DATA RECORDS:
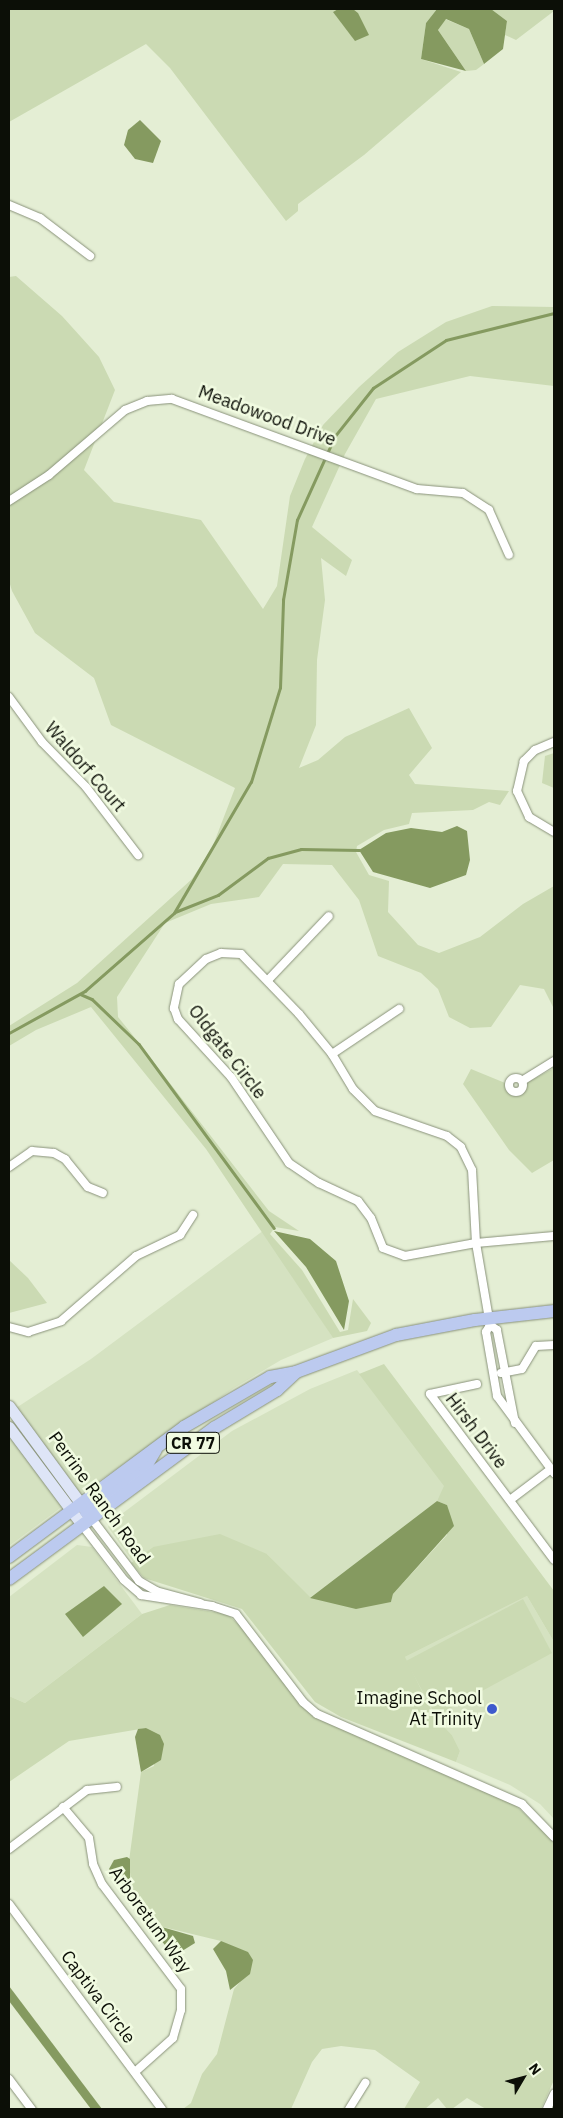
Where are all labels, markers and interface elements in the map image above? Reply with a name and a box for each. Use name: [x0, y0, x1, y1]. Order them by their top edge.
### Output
street label: Meadowood Drive: [195, 381, 339, 451]
street label: Waldorf Court: [40, 718, 130, 816]
street label: Oldgate Circle: [184, 1001, 270, 1103]
street label: Hirsh Drive: [441, 1389, 511, 1473]
street label: Perrine Ranch Road: [44, 1428, 154, 1568]
road number: CR 77: [166, 1430, 220, 1456]
place label: Imagine School At Trinity: [356, 1688, 482, 1730]
marker: Imagine School At Trinity: [486, 1703, 498, 1715]
street label: Arboretum Way: [104, 1863, 196, 1977]
street label: Captiva Circle: [56, 1946, 140, 2048]
north arrow: [498, 2053, 548, 2103]
text: N: [525, 2060, 545, 2078]

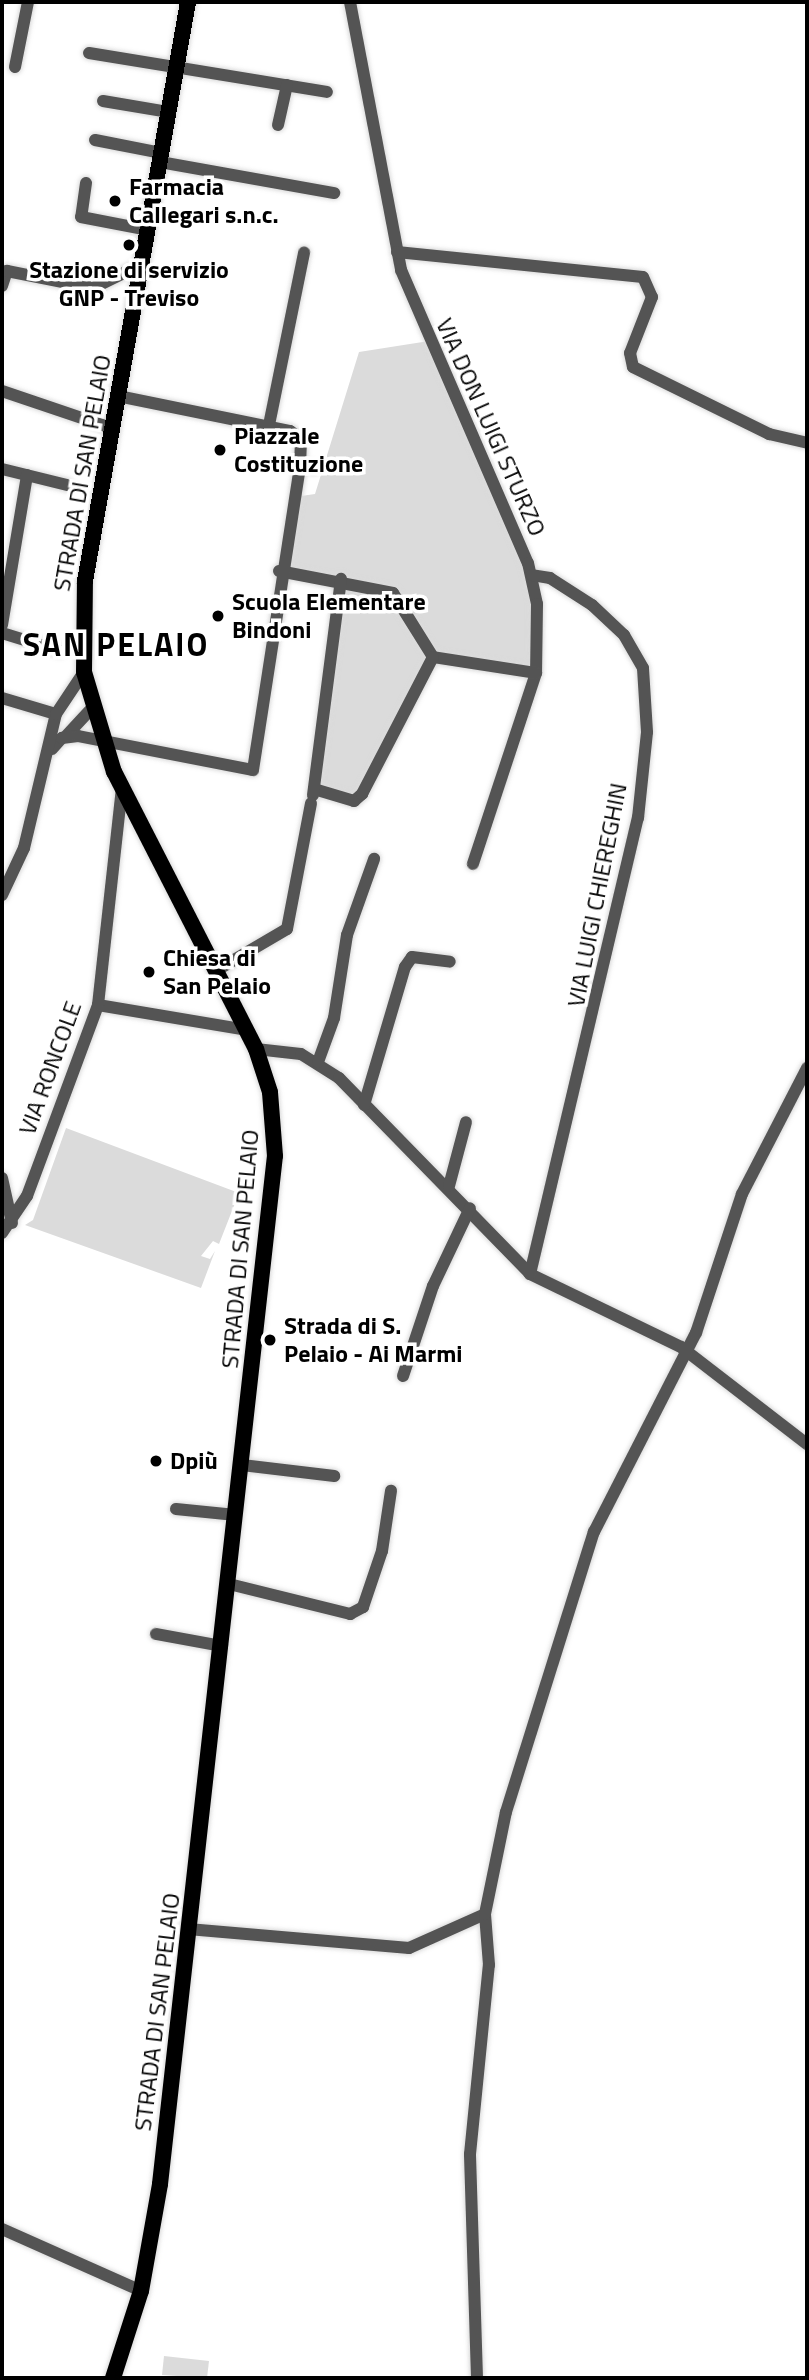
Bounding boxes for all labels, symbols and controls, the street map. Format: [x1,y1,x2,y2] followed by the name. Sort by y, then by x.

WHAT IS EXPECTED: Your task is to set down every entry exactly, leaving out any picture it contains.

TASK RESPONSE:
Where are all labels, markers and interface elements in the map image above? Reply with a name and a box for each. Use name: [x0, y0, x1, y1]. Order them by their top edge.
### Output
street label: Meadowood Drive: [195, 381, 339, 451]
street label: Waldorf Court: [40, 718, 130, 816]
street label: Oldgate Circle: [184, 1001, 270, 1103]
street label: Hirsh Drive: [441, 1389, 511, 1473]
street label: Perrine Ranch Road: [44, 1428, 154, 1568]
road number: CR 77: [166, 1430, 220, 1456]
place label: Imagine School At Trinity: [356, 1688, 482, 1730]
marker: Imagine School At Trinity: [486, 1703, 498, 1715]
street label: Arboretum Way: [104, 1863, 196, 1977]
street label: Captiva Circle: [56, 1946, 140, 2048]
north arrow: [498, 2053, 548, 2103]
text: N: [525, 2060, 545, 2078]

Bounding boxes for all labels, symbols and controls, the street map. Format: [x1,y1,x2,y2] followed by the name. Sort by y, then by x.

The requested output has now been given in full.